* Activity
Without changing a single word, restate the entries below.

* Records for this exercise
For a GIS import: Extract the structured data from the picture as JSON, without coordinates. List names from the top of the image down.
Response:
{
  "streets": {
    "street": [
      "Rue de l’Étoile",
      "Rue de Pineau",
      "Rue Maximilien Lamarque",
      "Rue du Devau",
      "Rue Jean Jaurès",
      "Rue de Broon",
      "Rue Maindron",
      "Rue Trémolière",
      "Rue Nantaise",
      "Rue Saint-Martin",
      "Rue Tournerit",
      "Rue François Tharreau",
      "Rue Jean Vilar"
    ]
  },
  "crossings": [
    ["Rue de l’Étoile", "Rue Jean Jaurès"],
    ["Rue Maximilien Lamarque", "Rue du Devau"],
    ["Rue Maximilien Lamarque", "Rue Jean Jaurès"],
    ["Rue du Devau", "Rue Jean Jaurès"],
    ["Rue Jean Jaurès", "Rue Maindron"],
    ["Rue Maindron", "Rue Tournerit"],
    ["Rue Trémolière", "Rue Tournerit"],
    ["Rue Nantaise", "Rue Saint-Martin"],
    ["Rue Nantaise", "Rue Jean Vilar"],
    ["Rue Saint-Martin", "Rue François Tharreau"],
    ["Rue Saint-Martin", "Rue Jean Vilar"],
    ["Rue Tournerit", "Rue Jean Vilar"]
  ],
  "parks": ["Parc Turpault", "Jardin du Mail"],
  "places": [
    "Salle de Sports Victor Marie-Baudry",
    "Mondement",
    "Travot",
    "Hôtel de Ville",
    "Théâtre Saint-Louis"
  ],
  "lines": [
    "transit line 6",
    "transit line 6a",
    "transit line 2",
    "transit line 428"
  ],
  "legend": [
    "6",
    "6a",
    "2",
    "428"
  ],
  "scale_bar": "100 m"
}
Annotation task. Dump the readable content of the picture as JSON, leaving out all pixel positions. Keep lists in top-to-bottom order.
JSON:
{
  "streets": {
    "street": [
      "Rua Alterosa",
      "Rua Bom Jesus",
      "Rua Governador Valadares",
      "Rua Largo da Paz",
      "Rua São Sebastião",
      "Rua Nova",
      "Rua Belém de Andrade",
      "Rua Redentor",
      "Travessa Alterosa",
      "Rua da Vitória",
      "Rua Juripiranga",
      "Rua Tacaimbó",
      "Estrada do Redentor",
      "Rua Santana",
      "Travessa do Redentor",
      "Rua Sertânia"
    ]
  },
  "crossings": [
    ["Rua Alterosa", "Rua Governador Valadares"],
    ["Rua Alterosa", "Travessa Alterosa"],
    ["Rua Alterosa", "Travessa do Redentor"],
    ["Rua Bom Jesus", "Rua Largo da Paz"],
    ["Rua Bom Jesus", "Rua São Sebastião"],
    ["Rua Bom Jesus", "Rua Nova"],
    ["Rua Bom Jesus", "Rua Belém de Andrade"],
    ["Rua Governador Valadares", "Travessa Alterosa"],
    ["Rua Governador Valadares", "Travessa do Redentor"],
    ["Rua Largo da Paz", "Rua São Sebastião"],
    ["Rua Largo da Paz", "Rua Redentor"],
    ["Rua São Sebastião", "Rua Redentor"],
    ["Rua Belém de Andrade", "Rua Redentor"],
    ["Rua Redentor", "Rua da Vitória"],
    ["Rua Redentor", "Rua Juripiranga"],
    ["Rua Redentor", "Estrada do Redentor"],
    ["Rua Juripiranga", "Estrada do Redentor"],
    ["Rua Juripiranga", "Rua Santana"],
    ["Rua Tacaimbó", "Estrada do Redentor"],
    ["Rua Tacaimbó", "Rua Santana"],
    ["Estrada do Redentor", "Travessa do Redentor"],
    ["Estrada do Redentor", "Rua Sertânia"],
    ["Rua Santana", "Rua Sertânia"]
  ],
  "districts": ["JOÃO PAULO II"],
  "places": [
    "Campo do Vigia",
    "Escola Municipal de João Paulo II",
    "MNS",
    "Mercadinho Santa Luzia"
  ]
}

* Reply to the task
For a GIS import: Extract the structured data from the picture as JSON, without coordinates. List names from the top of the image down.
Response:
{
  "streets": {
    "street": [
      "Rue de l’Étoile",
      "Rue de Pineau",
      "Rue Maximilien Lamarque",
      "Rue du Devau",
      "Rue Jean Jaurès",
      "Rue de Broon",
      "Rue Maindron",
      "Rue Trémolière",
      "Rue Nantaise",
      "Rue Saint-Martin",
      "Rue Tournerit",
      "Rue François Tharreau",
      "Rue Jean Vilar"
    ]
  },
  "crossings": [
    ["Rue de l’Étoile", "Rue Jean Jaurès"],
    ["Rue Maximilien Lamarque", "Rue du Devau"],
    ["Rue Maximilien Lamarque", "Rue Jean Jaurès"],
    ["Rue du Devau", "Rue Jean Jaurès"],
    ["Rue Jean Jaurès", "Rue Maindron"],
    ["Rue Maindron", "Rue Tournerit"],
    ["Rue Trémolière", "Rue Tournerit"],
    ["Rue Nantaise", "Rue Saint-Martin"],
    ["Rue Nantaise", "Rue Jean Vilar"],
    ["Rue Saint-Martin", "Rue François Tharreau"],
    ["Rue Saint-Martin", "Rue Jean Vilar"],
    ["Rue Tournerit", "Rue Jean Vilar"]
  ],
  "parks": ["Parc Turpault", "Jardin du Mail"],
  "places": [
    "Salle de Sports Victor Marie-Baudry",
    "Mondement",
    "Travot",
    "Hôtel de Ville",
    "Théâtre Saint-Louis"
  ],
  "lines": [
    "transit line 6",
    "transit line 6a",
    "transit line 2",
    "transit line 428"
  ],
  "legend": [
    "6",
    "6a",
    "2",
    "428"
  ],
  "scale_bar": "100 m"
}
Annotation task. Dump the readable content of the picture as JSON, leaving out all pixel positions. Keep lists in top-to-bottom order.
JSON:
{
  "streets": {
    "street": [
      "Rua Alterosa",
      "Rua Bom Jesus",
      "Rua Governador Valadares",
      "Rua Largo da Paz",
      "Rua São Sebastião",
      "Rua Nova",
      "Rua Belém de Andrade",
      "Rua Redentor",
      "Travessa Alterosa",
      "Rua da Vitória",
      "Rua Juripiranga",
      "Rua Tacaimbó",
      "Estrada do Redentor",
      "Rua Santana",
      "Travessa do Redentor",
      "Rua Sertânia"
    ]
  },
  "crossings": [
    ["Rua Alterosa", "Rua Governador Valadares"],
    ["Rua Alterosa", "Travessa Alterosa"],
    ["Rua Alterosa", "Travessa do Redentor"],
    ["Rua Bom Jesus", "Rua Largo da Paz"],
    ["Rua Bom Jesus", "Rua São Sebastião"],
    ["Rua Bom Jesus", "Rua Nova"],
    ["Rua Bom Jesus", "Rua Belém de Andrade"],
    ["Rua Governador Valadares", "Travessa Alterosa"],
    ["Rua Governador Valadares", "Travessa do Redentor"],
    ["Rua Largo da Paz", "Rua São Sebastião"],
    ["Rua Largo da Paz", "Rua Redentor"],
    ["Rua São Sebastião", "Rua Redentor"],
    ["Rua Belém de Andrade", "Rua Redentor"],
    ["Rua Redentor", "Rua da Vitória"],
    ["Rua Redentor", "Rua Juripiranga"],
    ["Rua Redentor", "Estrada do Redentor"],
    ["Rua Juripiranga", "Estrada do Redentor"],
    ["Rua Juripiranga", "Rua Santana"],
    ["Rua Tacaimbó", "Estrada do Redentor"],
    ["Rua Tacaimbó", "Rua Santana"],
    ["Estrada do Redentor", "Travessa do Redentor"],
    ["Estrada do Redentor", "Rua Sertânia"],
    ["Rua Santana", "Rua Sertânia"]
  ],
  "districts": ["JOÃO PAULO II"],
  "places": [
    "Campo do Vigia",
    "Escola Municipal de João Paulo II",
    "MNS",
    "Mercadinho Santa Luzia"
  ]
}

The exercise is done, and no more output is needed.